==== Data section ====

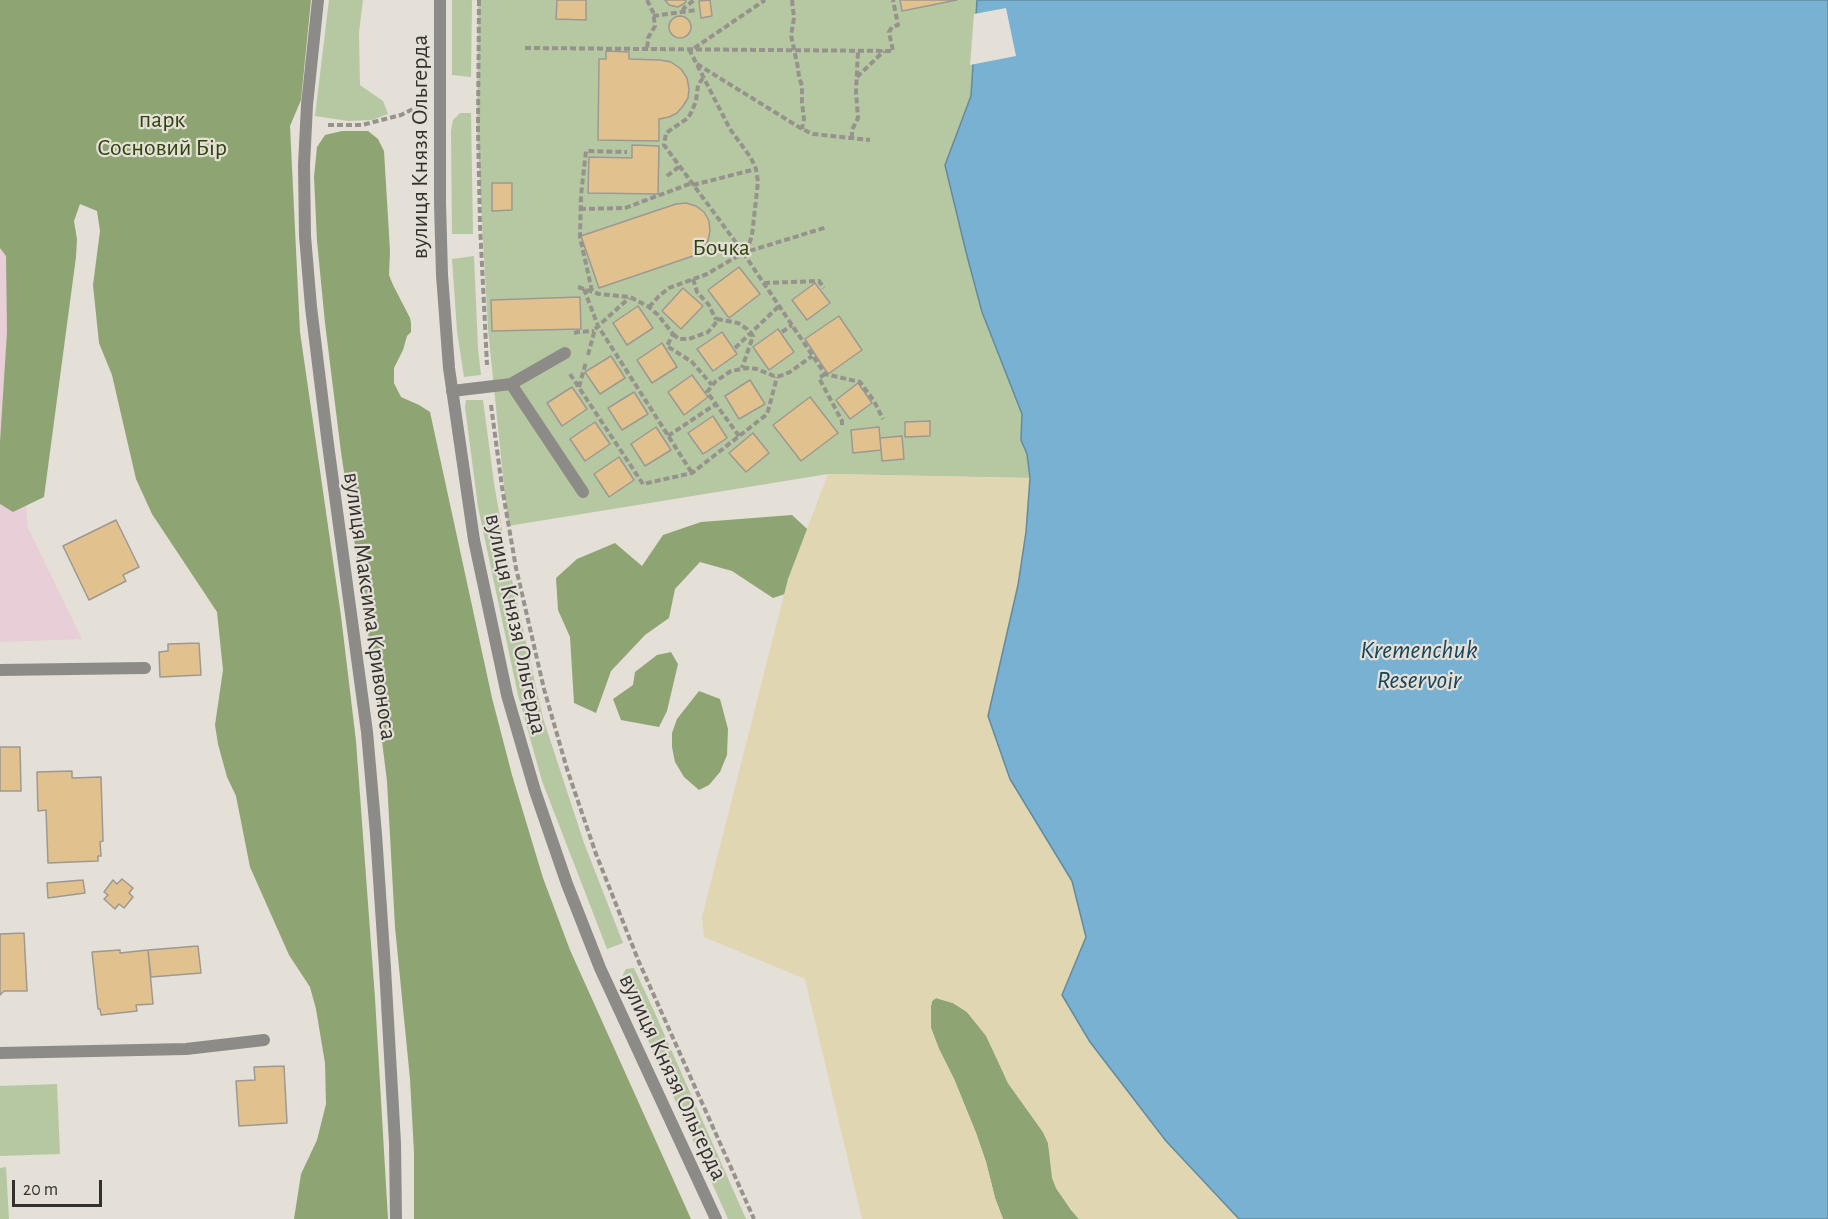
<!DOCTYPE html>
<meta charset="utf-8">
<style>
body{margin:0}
#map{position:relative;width:1828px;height:1219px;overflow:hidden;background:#e4dfd7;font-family:"Alegreya Sans",sans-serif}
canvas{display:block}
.scale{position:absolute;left:12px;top:1180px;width:90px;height:27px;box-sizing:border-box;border:3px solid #33312e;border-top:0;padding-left:8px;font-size:18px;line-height:21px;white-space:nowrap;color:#33312e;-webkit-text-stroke:4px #e4dfd7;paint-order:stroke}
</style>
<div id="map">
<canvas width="1828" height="1219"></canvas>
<div class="scale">20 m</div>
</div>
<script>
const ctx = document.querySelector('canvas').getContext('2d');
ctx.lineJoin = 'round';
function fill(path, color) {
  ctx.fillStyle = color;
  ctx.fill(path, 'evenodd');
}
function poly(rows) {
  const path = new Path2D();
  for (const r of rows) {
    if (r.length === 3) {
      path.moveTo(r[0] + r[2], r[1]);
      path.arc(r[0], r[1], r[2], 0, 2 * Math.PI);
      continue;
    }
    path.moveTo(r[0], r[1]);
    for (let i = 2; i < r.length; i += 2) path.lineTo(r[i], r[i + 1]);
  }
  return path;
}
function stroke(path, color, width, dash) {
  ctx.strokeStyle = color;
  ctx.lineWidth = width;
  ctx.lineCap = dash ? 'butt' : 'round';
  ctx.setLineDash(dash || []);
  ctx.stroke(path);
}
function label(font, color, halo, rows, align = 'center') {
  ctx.font = font + ' "Alegreya Sans",sans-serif';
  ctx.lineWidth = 4.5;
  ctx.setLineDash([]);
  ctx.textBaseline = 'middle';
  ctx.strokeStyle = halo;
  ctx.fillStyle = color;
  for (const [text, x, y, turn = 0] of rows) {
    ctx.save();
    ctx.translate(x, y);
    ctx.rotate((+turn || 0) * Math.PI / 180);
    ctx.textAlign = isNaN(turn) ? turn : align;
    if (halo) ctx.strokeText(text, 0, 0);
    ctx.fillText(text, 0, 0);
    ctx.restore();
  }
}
fill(poly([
 [0,113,30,493,26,509,28,528,82,639,0,642]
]), '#e7ced7');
fill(poly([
 [329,0,363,0,359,32,360,85,383,101,388,114,372,120,348,121,315,116],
 [452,0,472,0,471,77,452,75],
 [478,0,977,0,971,96,945,165,966,252,982,312,1022,414,1021,439,1027,454,1030,478,828,474,508,526,488,329,477,131],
 [460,113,471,113,473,234,452,234,451,131,453,120],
 [474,256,478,349,481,375,464,377,457,331,452,259],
 [466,400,483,400,494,483,506,553,543,718,584,843,623,943,607,949,542,781,518,695,478,507,465,407],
 [634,968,654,1011,746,1219,728,1219,628,995,624,984,623,974,626,969],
 [57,1084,60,1154,0,1156,0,1086],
 [6,1167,9,1219,0,1219,0,1168]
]), '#b6c8a2');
fill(poly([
 [0,0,311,0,301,100,290,126,300,332,341,616,356,741,375,998,388,1219,294,1219,301,1174,317,1140,326,1104,325,1063,316,1009,310,987,289,955,250,867,236,796,227,777,218,744,215,725,223,670,217,612,152,514,136,479,112,375,99,343,93,285,100,231,97,211,80,204,74,221,77,239,76,257,44,497,13,512,0,504,0,442,7,332,6,256,0,248],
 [342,131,368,131,378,139,384,151,390,251,389,275,393,285,410,318,411,323,411,332,407,336,403,350,394,368,394,383,401,397,419,405,430,412,492,698,512,775,543,878,570,950,691,1219,414,1219,414,1153,410,1079,395,927,387,781,370,646,341,452,325,323,317,241,314,177,317,147,325,135],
 [792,515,819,540,797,590,773,598,732,571,700,562,675,589,669,618,645,635,611,671,596,713,574,703,570,637,558,610,556,578,577,559,615,543,642,566,663,535,701,522],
 [671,652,678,664,667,711,659,727,621,720,613,699,633,685,635,672,657,655],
 [699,691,720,699,728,729,727,755,720,772,709,785,699,790,684,777,675,762,672,747,672,733,677,719],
 [936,998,953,1003,967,1012,987,1036,1008,1083,1043,1132,1048,1143,1056,1188,1071,1210,1079,1219,1003,1219,995,1198,986,1162,976,1133,954,1079,939,1049,931,1028,931,1006,932,1001]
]), '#8ea573');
fill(poly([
 [828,474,1030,478,1026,532,1018,585,988,716,1010,779,1072,881,1086,937,1062,995,1090,1042,1166,1141,1239,1219,1079,1219,1077,1217,1056,1188,1052,1178,1048,1143,1043,1132,1008,1083,986,1036,967,1012,953,1003,936,998,932,1001,931,1006,931,1028,939,1049,954,1079,976,1133,986,1162,995,1198,1003,1219,862,1219,805,979,704,937,702,917,788,579]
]), '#e0d6b1');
const water = poly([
 [977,0,1828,0,1828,1219,1239,1219,1166,1141,1090,1042,1062,995,1086,937,1072,881,1010,779,988,716,1018,585,1026,532,1030,478,1027,454,1021,440,1022,414,982,312,966,252,945,165,971,96,977,0]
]);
fill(water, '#78b1d1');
stroke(water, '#638ba0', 1.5);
fill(poly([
 [1006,8,1016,56,970,65,974,14]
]), '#e4dfd7');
const building = poly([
 [557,0,586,0,586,20,556,19,557,0],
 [665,0,686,0,685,3,678,7,669,5,665,0],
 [710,0,712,16,701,18,699,1,710,0],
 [900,0,957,0,902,11,900,0],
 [680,27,11],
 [606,51,629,52,629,59,660,60,671,62,681,69,687,78,689,89,688,98,683,106,677,113,669,117,659,119,659,141,598,140,599,59,606,59,606,51],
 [632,145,659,146,658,194,588,193,589,157,632,158,632,145],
 [492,183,512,183,512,210,492,211,492,183],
 [686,203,696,206,704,212,709,221,710,231,708,241,702,250,693,256,599,288,581,236,676,204,686,203],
 [739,267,760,294,729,318,708,290,739,267],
 [815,283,830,303,807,320,792,300,815,283],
 [683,288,703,306,681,329,662,311,683,288],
 [580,297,581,329,492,331,491,300,580,297],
 [638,306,653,328,627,345,613,323,638,306],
 [839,316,862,350,828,374,805,339,839,316],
 [778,329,794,352,769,370,753,347,778,329],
 [722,332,737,354,713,371,697,349,722,332],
 [662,343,677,367,652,383,637,360,662,343],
 [611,356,625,378,600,394,585,372,611,356],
 [692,375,708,397,684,415,668,392,692,375],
 [750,380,765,404,739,419,725,396,750,380],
 [858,383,872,403,850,419,836,400,858,383],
 [572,387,587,409,562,426,547,403,572,387],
 [634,392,648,414,622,430,608,408,634,392],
 [810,397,838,433,801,461,773,425,810,397],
 [713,416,727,438,703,454,688,433,713,416],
 [930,421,930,436,905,437,905,422,930,421],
 [595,422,610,444,585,461,570,439,595,422],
 [656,427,671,450,645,466,631,444,656,427],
 [879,427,881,450,853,453,851,430,879,427],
 [753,433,769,453,746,472,729,453,753,433],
 [902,436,904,459,882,461,880,438,902,436],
 [619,457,634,480,609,497,594,474,619,457],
 [116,520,139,567,123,575,126,581,89,600,63,546,116,520],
 [199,643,201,675,160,677,159,652,168,651,168,644,199,643],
 [0,747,20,747,21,791,0,791,0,747],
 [72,771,72,778,101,777,103,841,100,842,101,856,98,856,98,861,48,863,46,810,38,811,37,772,72,771],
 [122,879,133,888,129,893,133,897,124,908,119,904,115,909,104,899,108,895,104,892,113,880,117,884,122,879],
 [83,880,85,893,48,898,47,883,83,880],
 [24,933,27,991,4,991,0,995,0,934,24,933],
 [198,946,201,973,151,977,148,950,198,946],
 [120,950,120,953,148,950,153,1004,136,1005,137,1011,101,1015,100,1009,98,1009,92,952,120,950],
 [284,1066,287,1123,239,1126,236,1081,255,1080,254,1067,284,1066]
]);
fill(building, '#e1c28f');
stroke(building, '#9d9992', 1.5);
stroke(poly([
 [479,0,478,130,480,225,487,365],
 [647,0,653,12,655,26,648,38,647,50],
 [792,0,794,18,791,35,798,68,799,77,802,86,802,103,804,119,802,129],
 [683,11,684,8,694,0],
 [653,16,697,10],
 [525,48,893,51,889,32,892,27,898,25,893,0],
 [697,64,802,129,813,134,870,140],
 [857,77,884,51],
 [703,78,698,85,696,101,692,111,688,118,666,133,664,145,740,248,825,374,860,382,874,401,883,419],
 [328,125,362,125,401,115,419,106],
 [852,138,852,130,858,118,856,92,858,51],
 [667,176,680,166],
 [693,185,756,169],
 [580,209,625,208,692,183],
 [747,252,752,235,758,182,756,169,751,158,730,129,690,51,765,0],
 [693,279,697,292,709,305,715,318,717,319],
 [764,283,819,281,824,288],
 [578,287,599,294,630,297,649,307,658,315,673,334,667,346,692,362,712,385],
 [584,289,598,326,692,473],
 [592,291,580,237,581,195,586,151,627,152],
 [649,307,659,296,669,288,707,274,743,253,827,227],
 [782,332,792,325],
 [574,333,578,332,594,331],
 [673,334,679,339,689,339,708,332,715,324,717,319,738,323,747,329,753,336,742,368],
 [735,348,779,306],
 [588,355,595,329,629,298],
 [570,374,643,484,692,473,766,415,768,411,777,377],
 [825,374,819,378,842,421,842,428],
 [579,387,586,362],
 [491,405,502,487,516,568,544,689,567,769,596,854,639,962,754,1219],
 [668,436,716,404],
 [739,436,707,392,716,381,731,371,747,368,757,369,774,376,780,376,790,372,812,356]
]), '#96928c', 4, [6, 3]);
stroke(poly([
 [511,384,583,492],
 [452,391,511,384,565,353]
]), '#8d8b88', 12);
stroke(poly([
 [318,0,307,105,304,165,305,236,311,307,327,437,367,732,376,834,385,968,395,1143,396,1219],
 [440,0,440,203,442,275,449,368,474,540,507,695,535,791,567,884,600,968,716,1219],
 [0,670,145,668],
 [0,1053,186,1049,264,1040]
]), '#8d8b88', 12);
label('24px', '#30450c', '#e4dfd7', [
 ["парк",162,120],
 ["Сосновий Бір",162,148],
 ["Бочка",721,248]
]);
label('24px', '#33312e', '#e4dfd7', [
 ["вулиця Князя Ольгерда",420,147,-90],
 ["вулиця Максима Кривоноса",370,606,82],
 ["вулиця Князя Ольгерда",516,624,78],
 ["вулиця Князя Ольгерда",673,1077,65]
]);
label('italic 26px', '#16455b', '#e4dfd7', [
 ["Kremenchuk",1419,650],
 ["Reservoir",1419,680]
]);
</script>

====

Exercise directions ::
From the records above, reproduce exactly the lines from the one with "const path = new Path2D();" to the one with "path.moveTo(r[0], r[1]);", both included, and no others.

Solution for this problem ::
  const path = new Path2D();
  for (const r of rows) {
    if (r.length === 3) {
      path.moveTo(r[0] + r[2], r[1]);
      path.arc(r[0], r[1], r[2], 0, 2 * Math.PI);
      continue;
    }
    path.moveTo(r[0], r[1]);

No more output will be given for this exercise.